Last week, the Grace Hopper Celebration of Women in Computing returned to Houston, Texas, bringing together more than 20,000 women technologists, from students to CEOs. Several women from the Insight Fellows Program team were there to learn and contribute to the community; here’s a recap of our experiences:

A theme among many of the technical presentations and workshops was addressing fairness and mitigating bias in machine learning and AI. Given the growing number of applications that rely on voice and face recognition, the need for diversity — in both the engineers programming the applications, and the training data being used — is stronger than ever. In an interactive workshop on Confronting Algorithmic Bias in Artificial Intelligence, Romi Boimer and Vinay Hanumaiah from Amazon Web Services guided the audience through creating their own deep learning program that detects faces in real time. By breaking down barriers to implement deep learning, they hope to correct issues like those faced by Atima Lui, whose face wasn’t recognized by certain Snapchat filters.

Ethics in data science was another recurring topic. A panel on A New Tech Consciousness: Social Responsibility and Ethics (featuring Hallie Benjamin, Sarah Hubbard, Kathy Pham, Amanda Casari, and Niveditha Kalavakonda) emphasized the idea that ethical responsibilities extend from the code up. Computer scientists, product managers, data engineers, and data scientists all need to design and build products with ethics in mind. The panel provided an overview of how ethics are currently taught at universities — as a short course, not integrated into the curriculum — and the profound downstream impact this has when technologists are building products for real people.

The Celebration also offered more than 30 events dedicated to career development, with taking initiative to achieve your professional goals being a theme from the very beginning. In an opening keynote speech, Founder and CEO Jessica O. Matthews asked: “How did I get here?” Certainly, starting a company at 22 was not part of her plan, nor did she ever imagine she’d be in the business of patenting energy-harnessing toys and developing novel power ecosystems. Matthews spoke about the need to demystify careers in tech, especially the path of the entrepreneur; no one enters this field — or any other — fully realized and ready to navigate the intricacies of it.

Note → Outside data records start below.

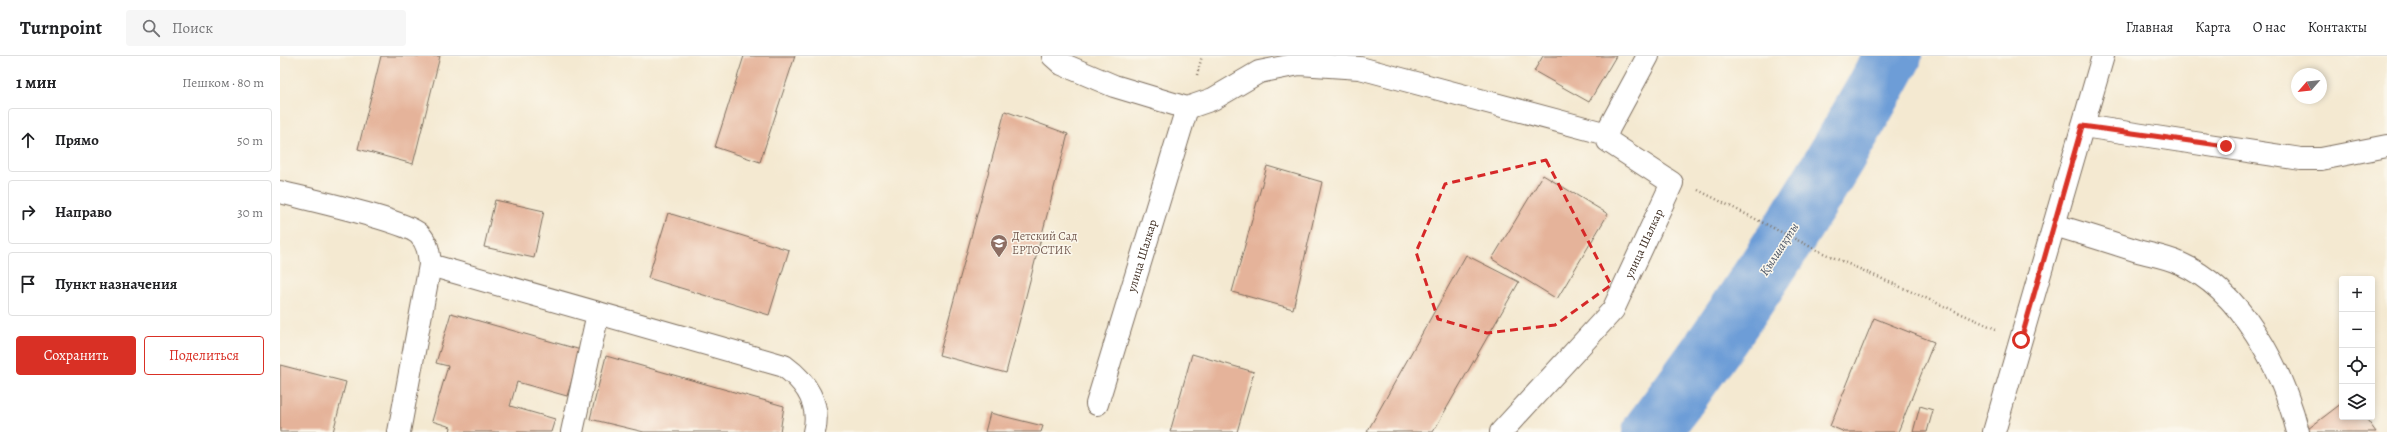 <!DOCTYPE html>
<html lang="ru">
<head>
<meta charset="utf-8">
<style>
	:root { --surface:#fff; --page:#f6f6f6; --text:#202124; --muted:#757577; --line:#e0e0e0; --accent:#d93025 }
	body { margin:0; font-family:Alegreya,serif; background:var(--page); color:var(--text) }
	.controls { position:absolute; right:12px; bottom:12px; display:grid; overflow:hidden; border-radius:4px; box-shadow:0 2px 6px #0003 }
	.controls button { width:36px; height:36px; display:grid; place-items:center; padding:0; border:0; border-bottom:1px solid var(--line); background:var(--surface); color:var(--text); font:20px sans-serif }
	.compass { position:absolute; left:2011px; top:12px; width:36px; height:36px; border-radius:50%; background:var(--surface); box-shadow:0 2px 6px #0003; rotate:242deg }
	.stop { position:absolute; width:12px; height:12px; margin:-9px; border:3px solid #d93025; border-radius:50%; background:#fff }
	.stop.end { background:#d93025; border-color:#fff; box-shadow:0 1px 4px #0008 }
	.list { margin:0; padding:0; list-style:none }
	h2 { display:flex; justify-content:space-between; align-items:center; height:52px; margin:0; padding:0 16px; font-size:17px }
	h2 small { font-size:13px; font-weight:400; color:var(--muted) }
	.list li { display:grid; grid-template-columns:26px 1fr auto; gap:12px; align-items:center; box-sizing:border-box; height:64px; margin:0 8px 8px; padding:0 8px; border:1px solid var(--line); border-radius:4px }
	.list b { display:block; font-size:15px; white-space:nowrap }
	.list em { font-size:13px; font-style:normal; color:var(--muted) }
	.actions { display:flex; gap:8px; padding:12px 16px }
	.actions a { flex:1; padding:9px 0; border:1px solid var(--accent); border-radius:4px; text-align:center; font-size:14px; color:var(--accent) }
	.actions .main { background:var(--accent); color:#fff }
	.icon { flex:none; width:22px; height:22px; fill:none; stroke:currentColor; stroke-width:2; stroke-linecap:round; stroke-linejoin:round }
	.map { position:relative; flex:none; width:2107px; height:376px; overflow:hidden }
	header { display:flex; align-items:center; gap:24px; box-sizing:border-box; height:56px; padding:0 20px; background:var(--surface); border-bottom:1px solid var(--line) }
	header strong { font-size:19px }
	nav { display:flex; gap:22px; margin-inline-start:auto; font-size:14px }
	.search { width:280px; height:36px; background:var(--page); display:flex; align-items:center; gap:10px; box-sizing:border-box; padding:0 14px; border-radius:4px; color:var(--muted); font-size:15px }
	main { display:flex }
	aside { flex:1; background:var(--surface) }
	.map>svg:first-child { display:block }
	.lines { fill:none; stroke-linecap:round; stroke-linejoin:round }
	.river { stroke:#6d9dd7; stroke-width:58 }
	.building { fill:#e5b39a }
	.minor-casing { stroke:#7c6d5d; stroke-width:24 }
	.path { stroke:#7c6d5d; stroke-width:2.5; stroke-dasharray:1 3; stroke-linecap:butt }
	.minor { stroke:#fff; stroke-width:22 }
	.route { stroke:#d93025; stroke-width:5 }
	.marked { fill:none; stroke:#d62828; stroke-width:3; stroke-dasharray:8 5; stroke-linejoin:round }
	.labels { text-anchor:middle; dominant-baseline:central; stroke-width:3; stroke-linejoin:round; paint-order:stroke }
	.education-label { font-size:12px; fill:#785e54; stroke:#fbf7ec; text-anchor:start }
	.street-label { font-size:12px; fill:#3b2a1e; stroke:#fbf7ec }
	.water-label { font-size:13px; font-style:italic; fill:#4f5868; stroke:#fbf7ec }
</style>
</head>
<body>
<header>
<strong>Turnpoint</strong>
<div class="search"><svg class="icon" aria-label="search" viewBox="0 0 24 24"><circle cx="10" cy="10" r="6"/><path d="M15 15l6 6"/></svg>Поиск</div>
<nav><a>Главная</a><a>Карта</a><a>О нас</a><a>Контакты</a></nav>
</header>
<main>
<aside>
<h2>1 мин<small>Пешком · 80 m</small></h2>
<ul class="list">
<li><svg class="icon" aria-label="ahead" viewBox="0 0 24 24"><path d="M12 20V5M6 11l6-6 6 6"/></svg><div><b>Прямо</b></div><em>50 m</em></li>
<li><svg class="icon" aria-label="right" viewBox="0 0 24 24"><path d="M7 20v-9h11M14 6l5 5-5 5"/></svg><div><b>Направо</b></div><em>30 m</em></li>
<li><svg class="icon" aria-label="arrive" viewBox="0 0 24 24"><path d="M6 21V4h12l-3 4 3 4H6"/></svg><div><b>Пункт назначения</b></div></li>
</ul>
<div class="actions"><a class="main">Сохранить</a><a>Поделиться</a></div>
</aside>
<div class="map">
<svg width="2107" height="376" viewBox="0 0 2107 376">
	<rect width="100%" height="100%" fill="#fbf7ec"/>
	<filter id="ink" filterUnits="userSpaceOnUse"><feTurbulence type="fractalNoise" baseFrequency=".025" numOctaves="2"/><feDisplacementMap in="SourceGraphic" scale="8" xChannelSelector="R" yChannelSelector="G"/><feConvolveMatrix kernelMatrix="1 2 1 2 8 2 1 2 1" color-interpolation-filters="sRGB"/></filter>
	<filter id="wash" filterUnits="userSpaceOnUse"><feTurbulence type="fractalNoise" baseFrequency=".012" numOctaves="4" result="noise"/><feDisplacementMap in="SourceGraphic" scale="16" xChannelSelector="R" yChannelSelector="G"/><feGaussianBlur stdDeviation="0.9" result="paint"/><feColorMatrix in="noise" values="0 0 0 0 0 0 0 0 0 0 0 0 0 0 0 0 0 1.4 0 .05"/><feComposite in="paint" operator="in"/></filter>
	<g filter="url(#wash)">
		<rect width="100%" height="100%" fill="#f4e9d1"/>
		<g class="lines">
			<path class="river" d="M1371,376C1461,257 1542,132 1613,0"/>
		</g>
		<g id="blocks">
			<g class="building">
				<polygon points="101,0 160,0 133,108 78,93"/>
				<polygon points="464,0 515,0 480,106 435,91"/>
				<polygon points="1263,0 1336,0 1309,46 1254,15"/>
				<polygon points="725,55 788,78 726,317 659,299"/>
				<polygon points="987,110 1042,126 1013,253 952,236"/>
				<polygon points="1263,119 1328,158 1277,243 1212,203"/>
				<polygon points="215,144 264,155 254,202 204,191"/>
				<polygon points="388,157 509,194 489,259 368,222"/>
				<polygon points="1186,199 1239,226 1153,376 1087,376"/>
				<polygon points="171,257 301,294 287,340 237,326 230,350 275,363 271,376 170,376 171,371 152,365 168,310 156,307"/>
				<polygon points="1594,262 1654,286 1618,376 1565,376 1550,370"/>
				<polygon points="912,298 974,316 957,376 890,376"/>
				<polygon points="326,300 504,350 500,376 364,376 310,363"/>
				<polygon points="0,309 66,326 53,376 0,376"/>
				<polygon points="2062,347 2062,361 2085,361 2096,376 2024,376"/>
				<polygon points="1640,350 1653,354 1647,376 1633,376"/>
				<polygon points="710,357 763,370 761,376 705,376"/>
			</g>
		</g>
	</g>
	<g filter="url(#ink)">
		<use href="#blocks" fill-opacity="0" stroke="#7c6d5d" stroke-width="1"/>
		<g class="lines">
			<defs>
				<g id="minor">
					<polyline points="773,0 782,8 834,30 907,52 933,43 979,16 1019,8 1080,12 1327,78"/>
					<polyline points="1803,70 2021,103 2041,103 2107,90"/>
					<path d="M0,136C26,143 124,164 139,178C148,187 149,197 150,209L119,376"/>
					<path d="M1774,169C1802,177 1830,186 1858,195C1872,199 1886,201 1899,207C1962,234 2002,313 2018,376"/>
					<path d="M150,209L504,310C526,326 541,348 534,376"/>
					<path id="s1" d="M817,348L907,52"/>
					<polyline points="292,376 318,257"/>
					<path id="s2" d="M1221,376L1333,254L1392,127L1328,85L1327,78L1329,72L1368,0"/>
					<polyline points="1714,376 1823,0"/>
				</g>
			</defs>
			<use href="#minor" class="minor-casing"/>
			<g class="path">
				<polyline points="917,19 922,0"/>
				<polyline points="1418,134 1541,196 1716,273"/>
			</g>
			<use href="#minor" class="minor"/>
		</g>
	</g>
	<g class="lines" filter="url(#ink)">
		<polyline class="route" points="1741,284 1802,70 1946,90"/>
	</g>
	<path class="marked" d="M1266,104L1331,229L1275,269L1207,277L1158,263L1136,196L1165,128Z"/>
	<defs>
		<symbol id="school-pin" viewBox="-11 -11 22 30"><path d="M0 17L-7.5 6A9.5 9.5 0 1 1 7.5 6Z" fill="#8d6e63" stroke="#fbf7ec"/><path d="M0-5L7-2L0 1L-7-2ZM-4 1L0 2.5L4 1V4Q0 6-4 4Z" fill="#fff"/></symbol>
	</defs>
	<g fill-rule="evenodd">
		<use href="#school-pin" x="709" y="177" width="20" height="27"/>
	</g>
	<g class="labels">
		<g class="education-label">
			<text x="732" y="180">Детский Сад<tspan x="732" dy="14">ЕРТОСТИК</tspan></text>
		</g>
		<g class="street-label">
			<text stroke="none"><textPath href="#s2" startOffset="239">улица Шалкар</textPath></text>
			<text stroke="none"><textPath href="#s1" startOffset="155">улица Шалкар</textPath></text>
		</g>
		<g class="water-label">
			<text transform="translate(1499 193) rotate(-57)">Қылшақты</text>
		</g>
	</g>
</svg>
<div class="controls">
<button>+</button>
<button>−</button>
<button><svg class="icon" aria-label="locate" viewBox="0 0 24 24"><circle cx="12" cy="12" r="6"/><path d="M12 2v4M12 18v4M2 12h4M18 12h4"/></svg></button>
<button><svg class="icon" aria-label="layers" viewBox="0 0 24 24"><path d="M12 4l9 5-9 5-9-5zM3 14l9 5 9-5"/></svg></button>
</div>
<svg class="compass" viewBox="-18 -18 36 36"><path d="M0-13l5 13h-10z" fill="#e53935"/><path d="M0 13l5-13h-10z" fill="#757577"/></svg>
<div class="stop" style="left:1741px;top:284px"></div>
<div class="stop end" style="left:1946px;top:90px"></div>
</div>
</main>
</body>
</html>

This message was echoed in another keynote address by Padmasree Warrior, who advised the audience to “open doors and go through them” rather than waiting until a dream opportunity comes along. This sentiment — in order to be successful, you need to take risks — came up again and again, including in a session on Shattering the Mid-Management Barrier: Moving to an Executive Role. In this panel, career coach Alison Bloomfield Meyer advised that “if you don’t say yes [to an opportunity], you can’t be in the room. Once you’re in the room, you’ll figure it out.” As she emphasized, career change can be intimidating, but this doesn’t mean you should turn down an opportunity that could make a profound difference in your professional life.

A Thursday panel on the many paths to a career in data, moderated by Insight’s Kathy Copic.

Data Careers Decoded: Exploring the Many Paths to Quantitative Careers, moderated by Insight’s VP of Growth, Kathy Copic, joined in on demystifying role change, busting stereotypes of what’s required to enter the data field or who might be a good fit. The panel drew more than 300 attendees and featured women in data-driven roles at Airbnb (data science), Facebook (UX research), GOAT (data engineering), and Elevate (data product management), including Insight alums Waad Aljaradt and Kelsey Jiang.

Insight alumni also took the stage at several other events:

Beyond making that initial transition, another recurring theme was what it takes for women to stay in the technology industry. Women technologists leave the field at a higher rate than women in any other profession, and several events were devoted to strategies for fostering environments that will help women feel welcomed and like they belong. One the of largest was The Past, Present, and Future of the #METOO Movements, featuring law professor Anita Hill, which focused on creating inclusive and safe workplaces for all women.

AnitaB.org President & CEO Brenda Darden Wilkerson delivering the closing keynote on Friday.

The Grace Hopper Celebration began in 1994 to provide support and encourage scholarship for women working in a field traditionally dominated by men. In her closing keynote on Friday, AnitaB.org President & CEO Brenda Darden Wilkerson stated: “If we lose any of our community members due to lack of support or for feeling alone, or for feeling isolated, we are not doing our job.” Toward that end, she announced the launch of Time’s Up Tech. This initiative — which aims to to provide an organizing platform for those working to ensure the safety, equity, and dignity for women in the industry — will extend an annual celebration of women in tech into a year-round effort to transform the field.

The Insight #GHC18 delegation (L to R): April Swagman, Cassie Stover, Kathy Copic, Lauren Benson, Carina Martin, Masha Danilenko, Katie Amrine, Stephanie Mari.